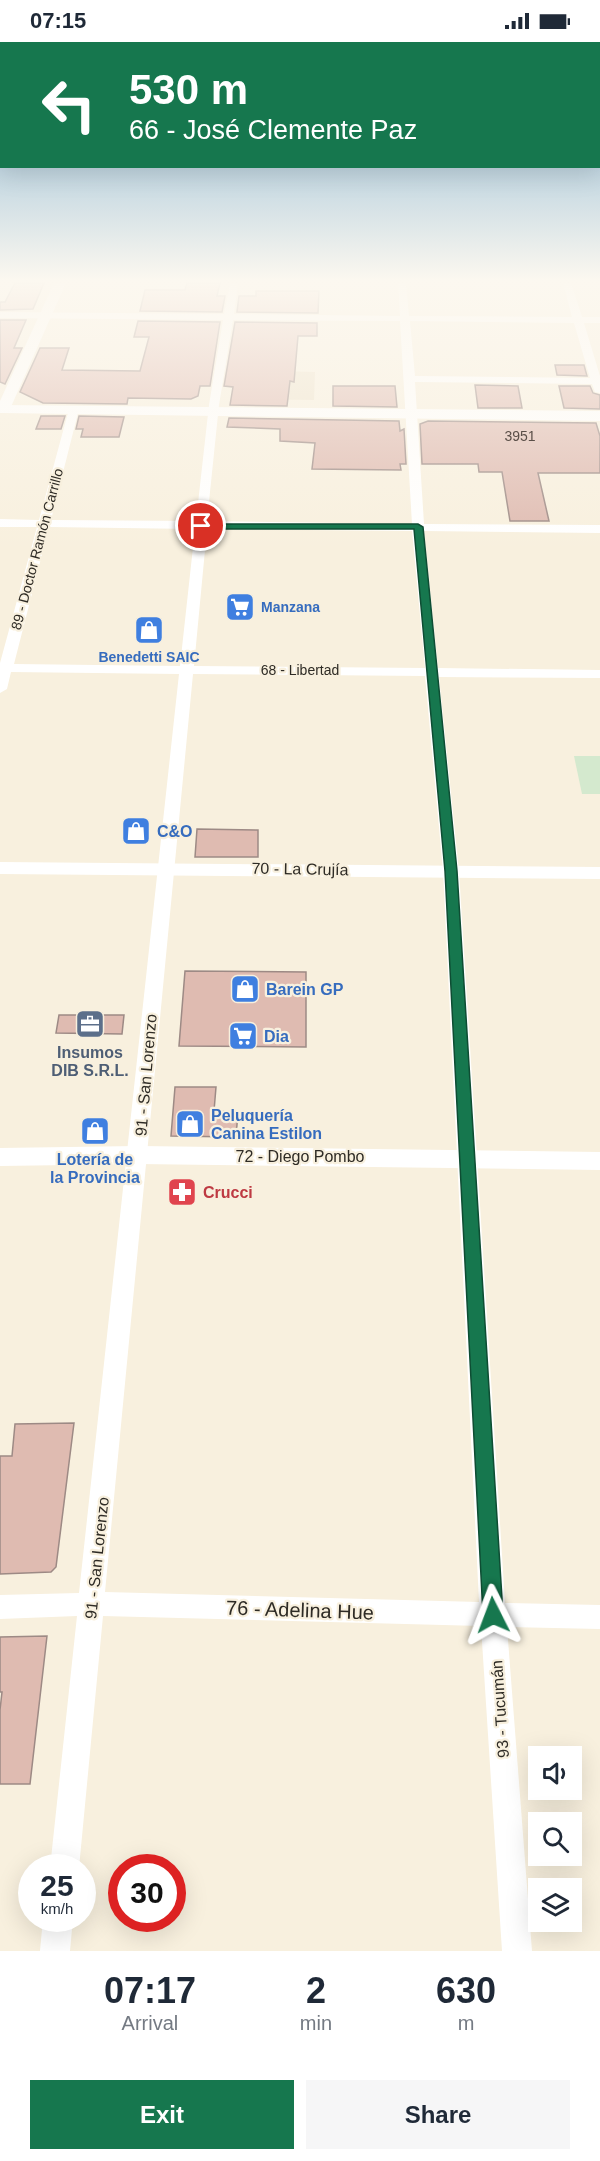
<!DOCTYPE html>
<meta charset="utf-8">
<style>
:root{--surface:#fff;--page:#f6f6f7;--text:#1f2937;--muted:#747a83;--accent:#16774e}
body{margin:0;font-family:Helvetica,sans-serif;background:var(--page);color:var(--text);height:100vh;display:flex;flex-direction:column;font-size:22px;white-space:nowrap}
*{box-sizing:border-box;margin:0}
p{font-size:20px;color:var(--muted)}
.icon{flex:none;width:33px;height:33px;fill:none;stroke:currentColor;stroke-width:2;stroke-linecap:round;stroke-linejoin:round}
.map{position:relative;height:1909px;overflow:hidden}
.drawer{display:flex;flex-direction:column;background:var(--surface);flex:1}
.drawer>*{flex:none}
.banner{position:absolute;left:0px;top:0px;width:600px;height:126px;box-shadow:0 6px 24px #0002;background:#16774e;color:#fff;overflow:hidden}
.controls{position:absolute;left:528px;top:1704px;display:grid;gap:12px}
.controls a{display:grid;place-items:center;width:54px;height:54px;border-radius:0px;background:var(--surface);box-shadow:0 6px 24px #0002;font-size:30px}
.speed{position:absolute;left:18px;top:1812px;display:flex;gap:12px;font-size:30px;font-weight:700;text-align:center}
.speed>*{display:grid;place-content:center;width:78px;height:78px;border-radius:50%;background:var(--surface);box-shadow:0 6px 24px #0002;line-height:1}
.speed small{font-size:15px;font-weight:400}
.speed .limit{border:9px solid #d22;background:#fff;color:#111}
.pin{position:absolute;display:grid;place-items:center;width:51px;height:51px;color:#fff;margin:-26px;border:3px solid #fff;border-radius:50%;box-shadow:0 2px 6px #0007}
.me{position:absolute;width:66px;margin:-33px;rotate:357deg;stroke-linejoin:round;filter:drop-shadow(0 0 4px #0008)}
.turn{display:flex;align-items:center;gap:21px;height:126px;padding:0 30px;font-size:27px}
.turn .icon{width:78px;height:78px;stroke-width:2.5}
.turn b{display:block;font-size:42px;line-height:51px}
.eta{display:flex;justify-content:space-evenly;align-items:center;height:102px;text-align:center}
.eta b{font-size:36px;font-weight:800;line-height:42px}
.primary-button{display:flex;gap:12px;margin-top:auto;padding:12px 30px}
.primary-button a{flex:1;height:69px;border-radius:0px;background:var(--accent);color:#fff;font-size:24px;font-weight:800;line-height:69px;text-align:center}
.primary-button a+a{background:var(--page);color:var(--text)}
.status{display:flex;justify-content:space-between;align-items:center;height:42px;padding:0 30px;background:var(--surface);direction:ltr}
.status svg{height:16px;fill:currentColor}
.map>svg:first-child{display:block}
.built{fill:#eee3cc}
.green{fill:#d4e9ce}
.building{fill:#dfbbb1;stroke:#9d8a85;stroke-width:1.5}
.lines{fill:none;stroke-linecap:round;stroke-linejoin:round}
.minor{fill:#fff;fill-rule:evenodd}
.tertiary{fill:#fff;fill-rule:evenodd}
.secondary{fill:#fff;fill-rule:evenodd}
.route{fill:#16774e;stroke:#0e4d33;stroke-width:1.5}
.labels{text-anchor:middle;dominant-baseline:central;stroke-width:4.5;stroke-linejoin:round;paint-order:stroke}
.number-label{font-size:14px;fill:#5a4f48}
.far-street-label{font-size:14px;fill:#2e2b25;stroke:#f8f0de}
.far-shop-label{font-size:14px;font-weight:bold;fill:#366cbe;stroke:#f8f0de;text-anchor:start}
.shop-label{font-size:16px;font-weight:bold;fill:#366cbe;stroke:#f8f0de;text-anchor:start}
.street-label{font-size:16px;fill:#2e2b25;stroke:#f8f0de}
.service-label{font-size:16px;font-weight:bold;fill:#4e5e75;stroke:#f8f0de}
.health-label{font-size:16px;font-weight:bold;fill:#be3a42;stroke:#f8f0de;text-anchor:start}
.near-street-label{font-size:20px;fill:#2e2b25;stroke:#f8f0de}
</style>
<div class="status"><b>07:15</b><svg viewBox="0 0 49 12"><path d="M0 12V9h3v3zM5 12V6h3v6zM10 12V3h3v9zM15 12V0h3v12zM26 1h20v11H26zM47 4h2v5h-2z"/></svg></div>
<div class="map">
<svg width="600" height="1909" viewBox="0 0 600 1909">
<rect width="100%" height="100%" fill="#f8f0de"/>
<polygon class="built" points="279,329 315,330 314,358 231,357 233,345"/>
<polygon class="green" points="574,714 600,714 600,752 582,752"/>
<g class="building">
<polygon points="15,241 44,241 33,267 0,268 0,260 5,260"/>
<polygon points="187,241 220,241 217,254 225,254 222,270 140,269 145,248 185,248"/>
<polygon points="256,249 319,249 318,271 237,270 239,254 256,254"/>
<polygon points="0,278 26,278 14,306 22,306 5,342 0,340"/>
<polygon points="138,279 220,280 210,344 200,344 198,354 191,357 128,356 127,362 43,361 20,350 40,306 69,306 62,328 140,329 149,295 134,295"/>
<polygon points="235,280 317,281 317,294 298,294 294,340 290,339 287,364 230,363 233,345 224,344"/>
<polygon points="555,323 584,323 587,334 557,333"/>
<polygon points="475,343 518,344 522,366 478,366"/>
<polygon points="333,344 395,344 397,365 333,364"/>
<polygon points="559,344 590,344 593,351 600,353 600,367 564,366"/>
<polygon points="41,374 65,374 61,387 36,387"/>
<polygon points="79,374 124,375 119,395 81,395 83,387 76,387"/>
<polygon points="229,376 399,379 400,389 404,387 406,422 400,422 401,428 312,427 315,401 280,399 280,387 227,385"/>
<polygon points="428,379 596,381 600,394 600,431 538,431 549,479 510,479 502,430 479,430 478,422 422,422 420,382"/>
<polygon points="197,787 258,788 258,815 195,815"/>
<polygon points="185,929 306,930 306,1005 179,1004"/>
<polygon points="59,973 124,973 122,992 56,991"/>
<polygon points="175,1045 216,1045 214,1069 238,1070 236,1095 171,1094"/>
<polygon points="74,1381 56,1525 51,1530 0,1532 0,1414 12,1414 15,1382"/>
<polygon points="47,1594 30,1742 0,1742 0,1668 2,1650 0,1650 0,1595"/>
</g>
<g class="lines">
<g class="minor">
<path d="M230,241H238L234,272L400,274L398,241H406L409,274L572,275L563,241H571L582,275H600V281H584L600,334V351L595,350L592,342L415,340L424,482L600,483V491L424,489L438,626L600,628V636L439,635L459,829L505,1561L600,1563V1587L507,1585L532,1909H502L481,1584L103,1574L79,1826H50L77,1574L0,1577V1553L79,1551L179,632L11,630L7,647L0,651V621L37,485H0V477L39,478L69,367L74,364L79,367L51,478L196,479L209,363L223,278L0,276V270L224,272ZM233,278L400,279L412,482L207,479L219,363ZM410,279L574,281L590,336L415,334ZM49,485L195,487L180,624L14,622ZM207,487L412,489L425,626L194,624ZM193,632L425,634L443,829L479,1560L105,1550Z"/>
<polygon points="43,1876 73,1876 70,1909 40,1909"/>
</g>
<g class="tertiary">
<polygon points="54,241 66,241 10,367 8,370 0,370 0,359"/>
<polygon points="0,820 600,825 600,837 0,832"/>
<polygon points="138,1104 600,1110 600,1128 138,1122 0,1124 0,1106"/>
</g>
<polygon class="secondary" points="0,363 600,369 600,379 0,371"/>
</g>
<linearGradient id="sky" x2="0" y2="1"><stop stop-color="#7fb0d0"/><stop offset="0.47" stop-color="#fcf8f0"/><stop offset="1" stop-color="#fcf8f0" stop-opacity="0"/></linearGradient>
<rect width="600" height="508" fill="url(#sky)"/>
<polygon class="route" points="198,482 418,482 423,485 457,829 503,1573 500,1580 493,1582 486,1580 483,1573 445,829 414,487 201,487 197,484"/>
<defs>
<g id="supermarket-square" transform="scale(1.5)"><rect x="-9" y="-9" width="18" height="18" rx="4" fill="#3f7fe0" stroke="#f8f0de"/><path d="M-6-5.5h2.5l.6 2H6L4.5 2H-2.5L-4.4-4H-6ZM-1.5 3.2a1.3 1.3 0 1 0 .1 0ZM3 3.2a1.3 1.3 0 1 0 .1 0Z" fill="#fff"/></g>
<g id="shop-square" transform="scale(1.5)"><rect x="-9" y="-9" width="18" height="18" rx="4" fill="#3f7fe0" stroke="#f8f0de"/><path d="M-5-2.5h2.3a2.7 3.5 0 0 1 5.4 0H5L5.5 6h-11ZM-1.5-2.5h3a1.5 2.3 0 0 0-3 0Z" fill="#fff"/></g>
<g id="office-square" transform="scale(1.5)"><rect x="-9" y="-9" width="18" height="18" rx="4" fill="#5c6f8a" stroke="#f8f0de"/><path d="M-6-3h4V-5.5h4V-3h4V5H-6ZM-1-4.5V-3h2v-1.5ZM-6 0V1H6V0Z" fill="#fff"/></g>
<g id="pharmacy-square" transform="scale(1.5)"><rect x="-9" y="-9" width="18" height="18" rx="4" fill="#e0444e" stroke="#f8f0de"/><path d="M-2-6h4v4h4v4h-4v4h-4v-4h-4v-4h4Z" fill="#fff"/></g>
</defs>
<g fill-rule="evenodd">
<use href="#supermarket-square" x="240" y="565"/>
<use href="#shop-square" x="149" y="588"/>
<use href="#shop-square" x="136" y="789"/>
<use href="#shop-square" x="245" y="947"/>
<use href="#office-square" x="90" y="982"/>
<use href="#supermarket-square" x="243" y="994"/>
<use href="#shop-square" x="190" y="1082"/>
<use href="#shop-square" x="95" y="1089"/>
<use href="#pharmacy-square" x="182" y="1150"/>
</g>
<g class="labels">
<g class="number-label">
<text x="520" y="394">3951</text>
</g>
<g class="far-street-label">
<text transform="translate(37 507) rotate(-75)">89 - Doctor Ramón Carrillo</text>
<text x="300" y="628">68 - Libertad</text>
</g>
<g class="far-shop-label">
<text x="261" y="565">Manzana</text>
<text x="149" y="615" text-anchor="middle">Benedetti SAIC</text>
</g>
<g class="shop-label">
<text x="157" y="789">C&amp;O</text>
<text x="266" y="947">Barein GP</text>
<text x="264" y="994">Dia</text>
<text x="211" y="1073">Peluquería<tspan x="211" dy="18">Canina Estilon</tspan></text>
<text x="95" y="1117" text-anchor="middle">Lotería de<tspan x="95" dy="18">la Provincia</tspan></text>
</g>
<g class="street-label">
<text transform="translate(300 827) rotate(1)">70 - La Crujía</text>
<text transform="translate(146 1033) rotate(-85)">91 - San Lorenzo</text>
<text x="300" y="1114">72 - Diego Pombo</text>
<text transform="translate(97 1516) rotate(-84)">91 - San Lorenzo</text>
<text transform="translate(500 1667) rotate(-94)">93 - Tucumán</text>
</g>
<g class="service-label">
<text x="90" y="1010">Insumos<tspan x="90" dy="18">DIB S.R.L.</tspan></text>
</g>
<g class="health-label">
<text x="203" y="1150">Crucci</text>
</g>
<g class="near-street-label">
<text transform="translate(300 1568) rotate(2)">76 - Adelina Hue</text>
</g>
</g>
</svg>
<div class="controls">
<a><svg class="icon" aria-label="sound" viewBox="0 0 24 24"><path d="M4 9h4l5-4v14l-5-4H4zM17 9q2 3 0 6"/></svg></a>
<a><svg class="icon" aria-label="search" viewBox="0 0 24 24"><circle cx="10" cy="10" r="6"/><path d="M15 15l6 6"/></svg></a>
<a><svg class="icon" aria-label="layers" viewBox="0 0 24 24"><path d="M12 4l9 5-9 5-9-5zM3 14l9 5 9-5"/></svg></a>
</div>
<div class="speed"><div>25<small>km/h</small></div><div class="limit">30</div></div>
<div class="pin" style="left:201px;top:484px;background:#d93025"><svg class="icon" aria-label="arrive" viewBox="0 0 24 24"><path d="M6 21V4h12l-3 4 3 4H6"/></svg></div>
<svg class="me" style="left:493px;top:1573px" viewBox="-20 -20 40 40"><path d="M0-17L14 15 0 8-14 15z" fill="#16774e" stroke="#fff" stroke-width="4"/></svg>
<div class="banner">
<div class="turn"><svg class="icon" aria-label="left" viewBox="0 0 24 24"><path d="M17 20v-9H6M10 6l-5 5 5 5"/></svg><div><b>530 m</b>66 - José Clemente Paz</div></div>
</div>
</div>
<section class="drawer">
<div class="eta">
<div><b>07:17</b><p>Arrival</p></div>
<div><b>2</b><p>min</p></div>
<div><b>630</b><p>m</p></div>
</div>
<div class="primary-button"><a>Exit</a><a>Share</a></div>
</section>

• [TASK BRIEF]:
Since only a number is wanted, please say how many lines in the data include the word "solid".

• [EXERCISE ANSWER]:
2